По дороге домой она подумала, что мать, конечно, рано или поздно обнаружит ее поступок со свертком, но, занятая более серьезными заботами, она как-то совсем об этом не беспокоилась. Пускай мама бранится, плачет, причитает сколько ей угодно – через несколько месяцев она, Мэри, уйдет из дома, который стал ей ненавистен. Все ее мысли и чувства были направлены на проект Дениса, и этот проект в ее воображении был уже действительностью; отбросив мысль о своем положении, она сосредоточила все свои пылкие надежды на коттедже в Гаршейке, в котором будет жить с Денисом.
Джемс Броуди сидел у себя в конторе за лавкой, читая «Ливенфордский листок». Дверь была слегка приоткрыта, так, чтобы он мог изредка следить бдительным оком за тем, что делается в лавке, не переставая в то же время просматривать газету. Перри был болен: как сегодня утром сообщила Броуди взволнованная мамаша, его приковал к кровати жестокий чирей, который отчасти мешал ему ходить и совершенно лишил его возможности сидеть. Броуди ворчливо заметил, что приказчик нужен ему для того, чтобы стоять за прилавком, а вовсе не для того, чтобы сидеть, но после того, как его заверили, что страдальцу, несомненно, принесут облегчение непрерывные припарки и он завтра утром будет в состоянии выйти на работу, он неохотно позволил ему пропустить день. Восседая, как на троне, на стуле, который он поставил у верхней ступеньки лесенки, ведущей в его святилище, Броуди с глубоким, исключительным вниманием читал отчет о сельскохозяйственной выставке. Он был доволен, что сегодня торговля идет тихо и ему не нужно унижаться до лакейской работы продавца, которую он терпеть не мог и всецело взваливал на Перри. Несколько минут тому назад ему пришлось встать с места, чтобы принять какого-то рабочего, который неуклюже вкатился в лавку, и Броуди, негодуя, почти вытолкал этого человека, всучив ему первую попавшуюся шапку. «Какое мне дело, – рассуждал он про себя, – впору ему эта шапка или нет?» Он не желал, чтобы его беспокоили из-за такой дьявольской ерунды. Это – дело Перри. Он желал читать газету спокойно, как всякий джентльмен.
С возмущенным видом он вернулся на свое место и начал снова с первых строк отчета.
«Ежегодная городская и районная выставка скота открылась в Ливенфорде в субботу 21-го с/м и привлекла большое и блестящее общество».
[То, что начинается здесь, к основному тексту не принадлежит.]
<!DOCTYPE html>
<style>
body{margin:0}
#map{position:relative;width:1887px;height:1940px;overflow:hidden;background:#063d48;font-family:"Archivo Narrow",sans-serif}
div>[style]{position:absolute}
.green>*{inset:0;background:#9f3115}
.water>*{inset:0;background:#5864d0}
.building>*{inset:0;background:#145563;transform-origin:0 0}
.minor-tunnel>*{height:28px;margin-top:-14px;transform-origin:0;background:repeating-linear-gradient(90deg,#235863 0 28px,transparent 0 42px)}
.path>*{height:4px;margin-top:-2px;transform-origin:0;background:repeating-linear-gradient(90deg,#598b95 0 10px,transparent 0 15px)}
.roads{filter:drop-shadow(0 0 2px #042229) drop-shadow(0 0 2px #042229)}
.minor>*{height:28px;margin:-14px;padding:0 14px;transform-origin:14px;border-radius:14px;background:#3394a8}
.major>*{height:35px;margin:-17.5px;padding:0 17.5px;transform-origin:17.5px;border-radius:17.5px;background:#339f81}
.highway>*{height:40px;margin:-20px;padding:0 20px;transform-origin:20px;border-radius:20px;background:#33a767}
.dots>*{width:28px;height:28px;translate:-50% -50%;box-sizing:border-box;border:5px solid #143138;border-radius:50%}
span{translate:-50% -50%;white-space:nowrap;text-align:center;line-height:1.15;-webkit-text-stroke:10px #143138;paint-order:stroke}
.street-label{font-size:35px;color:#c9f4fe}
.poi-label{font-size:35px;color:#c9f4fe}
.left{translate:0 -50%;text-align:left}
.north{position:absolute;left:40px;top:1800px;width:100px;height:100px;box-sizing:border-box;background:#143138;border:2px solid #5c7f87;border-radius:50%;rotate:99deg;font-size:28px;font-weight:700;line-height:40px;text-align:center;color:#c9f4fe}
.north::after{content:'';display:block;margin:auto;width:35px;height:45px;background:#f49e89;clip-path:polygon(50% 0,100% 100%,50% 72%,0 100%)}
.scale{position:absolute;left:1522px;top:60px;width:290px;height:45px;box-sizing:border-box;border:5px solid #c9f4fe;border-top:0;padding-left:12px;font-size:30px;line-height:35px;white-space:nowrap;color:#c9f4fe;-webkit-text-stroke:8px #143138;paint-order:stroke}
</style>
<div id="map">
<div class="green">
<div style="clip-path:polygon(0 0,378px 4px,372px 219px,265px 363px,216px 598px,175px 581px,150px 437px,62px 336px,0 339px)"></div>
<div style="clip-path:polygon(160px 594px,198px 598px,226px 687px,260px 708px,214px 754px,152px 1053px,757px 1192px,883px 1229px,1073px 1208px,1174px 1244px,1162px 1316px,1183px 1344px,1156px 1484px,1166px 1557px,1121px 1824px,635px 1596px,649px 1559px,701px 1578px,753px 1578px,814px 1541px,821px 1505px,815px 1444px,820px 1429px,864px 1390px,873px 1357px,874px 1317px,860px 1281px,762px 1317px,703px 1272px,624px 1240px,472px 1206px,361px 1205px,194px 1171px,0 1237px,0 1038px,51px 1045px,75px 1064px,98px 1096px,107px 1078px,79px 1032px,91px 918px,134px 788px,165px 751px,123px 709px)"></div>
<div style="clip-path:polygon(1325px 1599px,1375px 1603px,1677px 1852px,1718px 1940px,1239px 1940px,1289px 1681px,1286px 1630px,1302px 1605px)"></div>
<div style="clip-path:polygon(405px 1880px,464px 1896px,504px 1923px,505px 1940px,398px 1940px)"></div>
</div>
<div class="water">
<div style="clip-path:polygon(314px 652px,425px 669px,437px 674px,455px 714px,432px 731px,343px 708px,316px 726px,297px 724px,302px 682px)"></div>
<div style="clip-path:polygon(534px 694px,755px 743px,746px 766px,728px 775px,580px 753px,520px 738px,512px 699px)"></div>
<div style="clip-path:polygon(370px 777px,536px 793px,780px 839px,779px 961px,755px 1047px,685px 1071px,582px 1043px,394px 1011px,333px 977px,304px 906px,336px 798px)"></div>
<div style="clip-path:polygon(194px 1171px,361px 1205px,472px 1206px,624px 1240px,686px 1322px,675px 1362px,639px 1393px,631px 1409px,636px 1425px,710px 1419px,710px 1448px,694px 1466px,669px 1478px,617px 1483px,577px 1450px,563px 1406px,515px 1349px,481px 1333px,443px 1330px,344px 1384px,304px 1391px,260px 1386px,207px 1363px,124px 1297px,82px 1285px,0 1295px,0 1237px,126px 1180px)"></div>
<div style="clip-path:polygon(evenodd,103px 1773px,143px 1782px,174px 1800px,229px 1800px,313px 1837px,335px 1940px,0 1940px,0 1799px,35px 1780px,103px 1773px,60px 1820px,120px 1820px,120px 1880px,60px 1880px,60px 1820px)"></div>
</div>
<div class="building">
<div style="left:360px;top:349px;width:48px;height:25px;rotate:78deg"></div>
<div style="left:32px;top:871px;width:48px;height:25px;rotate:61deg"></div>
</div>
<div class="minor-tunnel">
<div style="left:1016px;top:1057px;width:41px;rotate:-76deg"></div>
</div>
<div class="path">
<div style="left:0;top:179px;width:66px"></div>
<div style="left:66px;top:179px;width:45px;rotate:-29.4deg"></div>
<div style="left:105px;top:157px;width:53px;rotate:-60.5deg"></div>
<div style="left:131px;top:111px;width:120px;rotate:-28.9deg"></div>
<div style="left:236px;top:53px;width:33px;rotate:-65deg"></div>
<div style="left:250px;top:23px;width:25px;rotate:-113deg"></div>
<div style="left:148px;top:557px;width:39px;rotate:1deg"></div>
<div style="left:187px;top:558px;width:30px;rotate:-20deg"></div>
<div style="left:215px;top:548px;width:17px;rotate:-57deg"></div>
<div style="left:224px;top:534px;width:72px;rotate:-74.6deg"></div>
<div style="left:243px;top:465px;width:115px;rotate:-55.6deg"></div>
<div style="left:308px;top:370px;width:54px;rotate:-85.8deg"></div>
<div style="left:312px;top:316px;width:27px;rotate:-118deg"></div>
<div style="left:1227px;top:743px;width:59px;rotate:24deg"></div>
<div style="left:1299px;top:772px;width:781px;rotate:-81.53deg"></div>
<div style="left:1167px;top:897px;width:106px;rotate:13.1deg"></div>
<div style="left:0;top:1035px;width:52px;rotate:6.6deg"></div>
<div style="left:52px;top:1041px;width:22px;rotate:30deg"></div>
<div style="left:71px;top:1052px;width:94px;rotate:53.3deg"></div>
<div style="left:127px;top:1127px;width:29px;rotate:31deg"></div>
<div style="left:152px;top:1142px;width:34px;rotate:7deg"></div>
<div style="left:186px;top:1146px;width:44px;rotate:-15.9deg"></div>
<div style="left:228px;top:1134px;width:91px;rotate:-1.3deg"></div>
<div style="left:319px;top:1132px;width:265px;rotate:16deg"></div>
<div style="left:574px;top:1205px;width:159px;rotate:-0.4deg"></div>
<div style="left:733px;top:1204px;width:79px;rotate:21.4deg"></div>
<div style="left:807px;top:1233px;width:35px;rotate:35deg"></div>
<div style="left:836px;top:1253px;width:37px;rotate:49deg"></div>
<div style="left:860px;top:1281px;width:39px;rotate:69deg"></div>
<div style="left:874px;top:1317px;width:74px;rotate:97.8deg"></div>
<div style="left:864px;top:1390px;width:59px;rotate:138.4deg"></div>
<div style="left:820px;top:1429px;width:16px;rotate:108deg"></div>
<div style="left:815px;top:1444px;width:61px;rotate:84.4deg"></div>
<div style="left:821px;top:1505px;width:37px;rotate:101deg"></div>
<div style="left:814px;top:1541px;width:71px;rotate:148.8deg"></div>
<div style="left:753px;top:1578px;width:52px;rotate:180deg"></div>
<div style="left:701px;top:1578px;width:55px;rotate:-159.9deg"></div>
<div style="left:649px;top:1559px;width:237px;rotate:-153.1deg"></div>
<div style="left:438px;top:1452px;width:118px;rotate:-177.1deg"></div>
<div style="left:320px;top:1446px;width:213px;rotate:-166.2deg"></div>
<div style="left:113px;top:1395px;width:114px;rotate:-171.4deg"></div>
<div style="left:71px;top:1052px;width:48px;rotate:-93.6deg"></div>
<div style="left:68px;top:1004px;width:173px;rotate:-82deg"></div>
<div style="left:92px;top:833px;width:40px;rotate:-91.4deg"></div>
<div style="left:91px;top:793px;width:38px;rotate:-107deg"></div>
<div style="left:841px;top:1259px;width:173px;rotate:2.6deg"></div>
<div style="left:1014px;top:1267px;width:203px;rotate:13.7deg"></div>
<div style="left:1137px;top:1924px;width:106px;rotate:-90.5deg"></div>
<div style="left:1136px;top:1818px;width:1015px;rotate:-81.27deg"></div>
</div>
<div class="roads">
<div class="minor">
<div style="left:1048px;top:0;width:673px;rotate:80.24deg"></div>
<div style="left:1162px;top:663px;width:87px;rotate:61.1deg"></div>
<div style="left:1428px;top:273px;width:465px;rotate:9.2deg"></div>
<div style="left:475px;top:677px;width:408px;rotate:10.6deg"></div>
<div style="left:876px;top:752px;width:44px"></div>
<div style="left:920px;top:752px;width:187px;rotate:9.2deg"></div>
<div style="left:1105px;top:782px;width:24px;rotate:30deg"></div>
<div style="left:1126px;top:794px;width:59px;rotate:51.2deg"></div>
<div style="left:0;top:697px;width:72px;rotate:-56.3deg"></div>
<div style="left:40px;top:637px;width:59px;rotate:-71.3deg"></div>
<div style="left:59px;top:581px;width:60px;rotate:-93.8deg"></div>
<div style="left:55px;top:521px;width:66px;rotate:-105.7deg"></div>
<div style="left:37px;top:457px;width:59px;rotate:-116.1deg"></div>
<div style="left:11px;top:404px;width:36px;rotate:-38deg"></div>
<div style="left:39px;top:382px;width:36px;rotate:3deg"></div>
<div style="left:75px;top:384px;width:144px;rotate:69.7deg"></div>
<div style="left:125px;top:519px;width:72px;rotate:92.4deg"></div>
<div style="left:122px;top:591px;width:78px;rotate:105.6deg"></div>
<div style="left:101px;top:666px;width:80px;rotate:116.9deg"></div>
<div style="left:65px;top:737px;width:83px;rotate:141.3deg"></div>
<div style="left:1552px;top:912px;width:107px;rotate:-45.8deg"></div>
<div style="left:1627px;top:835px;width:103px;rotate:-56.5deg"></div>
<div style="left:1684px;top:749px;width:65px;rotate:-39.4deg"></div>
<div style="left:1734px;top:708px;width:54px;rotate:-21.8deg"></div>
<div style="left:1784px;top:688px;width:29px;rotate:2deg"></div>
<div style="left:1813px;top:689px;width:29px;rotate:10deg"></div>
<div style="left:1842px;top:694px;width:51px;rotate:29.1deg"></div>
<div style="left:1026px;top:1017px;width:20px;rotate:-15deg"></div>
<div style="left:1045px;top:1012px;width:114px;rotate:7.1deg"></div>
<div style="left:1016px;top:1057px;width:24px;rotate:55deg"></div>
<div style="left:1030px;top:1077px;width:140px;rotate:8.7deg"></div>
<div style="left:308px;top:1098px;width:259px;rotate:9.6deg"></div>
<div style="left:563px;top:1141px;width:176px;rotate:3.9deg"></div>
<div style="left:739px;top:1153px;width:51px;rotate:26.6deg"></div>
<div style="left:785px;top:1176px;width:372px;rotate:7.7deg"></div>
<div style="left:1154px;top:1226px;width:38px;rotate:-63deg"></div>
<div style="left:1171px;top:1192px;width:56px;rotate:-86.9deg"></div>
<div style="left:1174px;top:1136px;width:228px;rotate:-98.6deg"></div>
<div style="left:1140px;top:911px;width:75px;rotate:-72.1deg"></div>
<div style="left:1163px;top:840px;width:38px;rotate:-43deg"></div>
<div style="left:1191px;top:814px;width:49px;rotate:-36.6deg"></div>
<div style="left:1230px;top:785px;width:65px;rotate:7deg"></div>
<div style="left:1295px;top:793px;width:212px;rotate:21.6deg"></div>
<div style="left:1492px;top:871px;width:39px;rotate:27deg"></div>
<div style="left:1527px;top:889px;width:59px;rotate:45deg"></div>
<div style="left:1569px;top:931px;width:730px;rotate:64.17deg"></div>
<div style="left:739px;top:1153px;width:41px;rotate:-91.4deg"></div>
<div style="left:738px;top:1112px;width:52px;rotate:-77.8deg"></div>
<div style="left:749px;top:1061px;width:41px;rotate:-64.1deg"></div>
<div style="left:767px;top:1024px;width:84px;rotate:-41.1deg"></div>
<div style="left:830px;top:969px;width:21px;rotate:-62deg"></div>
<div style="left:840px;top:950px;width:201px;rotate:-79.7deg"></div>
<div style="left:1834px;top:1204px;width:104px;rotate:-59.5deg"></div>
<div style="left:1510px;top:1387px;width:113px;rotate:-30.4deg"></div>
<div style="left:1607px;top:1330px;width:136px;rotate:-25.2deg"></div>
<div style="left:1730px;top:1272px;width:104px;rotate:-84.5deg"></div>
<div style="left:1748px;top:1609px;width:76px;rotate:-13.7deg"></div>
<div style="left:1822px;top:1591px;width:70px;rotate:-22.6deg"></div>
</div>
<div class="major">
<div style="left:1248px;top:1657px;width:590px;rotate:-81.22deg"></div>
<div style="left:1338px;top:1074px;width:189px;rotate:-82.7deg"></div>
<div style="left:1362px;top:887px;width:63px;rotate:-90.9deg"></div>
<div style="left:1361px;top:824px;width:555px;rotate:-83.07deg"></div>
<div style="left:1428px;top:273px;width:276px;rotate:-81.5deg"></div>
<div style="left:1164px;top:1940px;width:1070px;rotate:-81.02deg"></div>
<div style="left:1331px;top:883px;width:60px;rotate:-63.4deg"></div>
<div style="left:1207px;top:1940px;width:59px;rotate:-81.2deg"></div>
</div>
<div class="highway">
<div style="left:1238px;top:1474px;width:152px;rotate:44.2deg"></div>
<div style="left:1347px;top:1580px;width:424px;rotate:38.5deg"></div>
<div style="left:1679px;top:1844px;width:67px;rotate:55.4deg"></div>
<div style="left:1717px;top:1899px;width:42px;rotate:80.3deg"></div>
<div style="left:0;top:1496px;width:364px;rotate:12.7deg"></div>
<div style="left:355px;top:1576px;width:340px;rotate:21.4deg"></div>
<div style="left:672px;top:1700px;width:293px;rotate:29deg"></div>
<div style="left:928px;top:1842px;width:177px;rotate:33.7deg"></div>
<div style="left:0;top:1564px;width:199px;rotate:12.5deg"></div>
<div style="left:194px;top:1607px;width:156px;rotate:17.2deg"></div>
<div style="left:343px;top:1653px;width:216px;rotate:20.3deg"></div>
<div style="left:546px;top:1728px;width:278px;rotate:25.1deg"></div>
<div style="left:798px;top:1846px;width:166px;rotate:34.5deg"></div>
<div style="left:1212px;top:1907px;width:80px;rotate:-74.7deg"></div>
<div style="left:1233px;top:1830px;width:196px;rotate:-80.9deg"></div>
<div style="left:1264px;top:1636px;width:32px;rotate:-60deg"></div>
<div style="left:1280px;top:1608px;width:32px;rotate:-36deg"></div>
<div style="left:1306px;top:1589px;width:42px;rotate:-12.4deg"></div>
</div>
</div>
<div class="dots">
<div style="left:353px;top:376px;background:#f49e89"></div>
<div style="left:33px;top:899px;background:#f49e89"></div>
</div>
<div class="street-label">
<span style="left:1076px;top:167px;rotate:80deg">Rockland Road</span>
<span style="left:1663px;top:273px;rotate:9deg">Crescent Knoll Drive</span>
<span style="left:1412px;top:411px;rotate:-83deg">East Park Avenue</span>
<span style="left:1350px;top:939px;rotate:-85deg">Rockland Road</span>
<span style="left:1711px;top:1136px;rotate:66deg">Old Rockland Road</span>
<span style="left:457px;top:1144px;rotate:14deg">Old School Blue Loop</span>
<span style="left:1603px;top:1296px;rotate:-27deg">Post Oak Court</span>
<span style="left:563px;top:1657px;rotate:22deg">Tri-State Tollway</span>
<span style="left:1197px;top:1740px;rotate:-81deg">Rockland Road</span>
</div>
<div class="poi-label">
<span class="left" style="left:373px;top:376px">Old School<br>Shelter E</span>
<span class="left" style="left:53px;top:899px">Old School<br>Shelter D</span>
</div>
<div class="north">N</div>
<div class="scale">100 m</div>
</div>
Он читал весь отчет медленно, старательно, прилежно, пока в конце концов не дошел до раздела, начинающегося словами «В числе присутствующих…». Тут в глазах у него появился беспокойный блеск, потом они засверкали торжеством, когда он увидел напечатанным и свое имя. Среди громких фамилий города и графства – правда, в конце списка, но не в самом конце – стояло имя «Джемс Броуди»! Он с гордостью стукнул кулаком по столу. Черт возьми, теперь все убедятся, что он за человек! «Ливенфордский листок», который выходит раз в неделю по пятницам, читают все, и все увидят его имя, которое красуется здесь рядом с именем такой видной особы, как главный судья графства. Броуди распирала тщеславная радость. Ему нравилось собственное имя напечатанным. Заглавная буква имени имела своеобразную, бросавшуюся в глаза завитушку, а что касается фамилии, он гордился этой фамилией больше, чем всеми своими другими преимуществами, вместе взятыми. Не отводя глаз от этой замечательной фамилии, напечатанной в газете, он сдвинул набекрень шапку. Собственно, он прочел весь отчет, испытывая танталовы муки вследствие его многословия, только для того, чтобы убедиться, что он, Броуди, стал предметом общественного внимания благодаря этим двум напечатанным словам. Он пожирал их глазами.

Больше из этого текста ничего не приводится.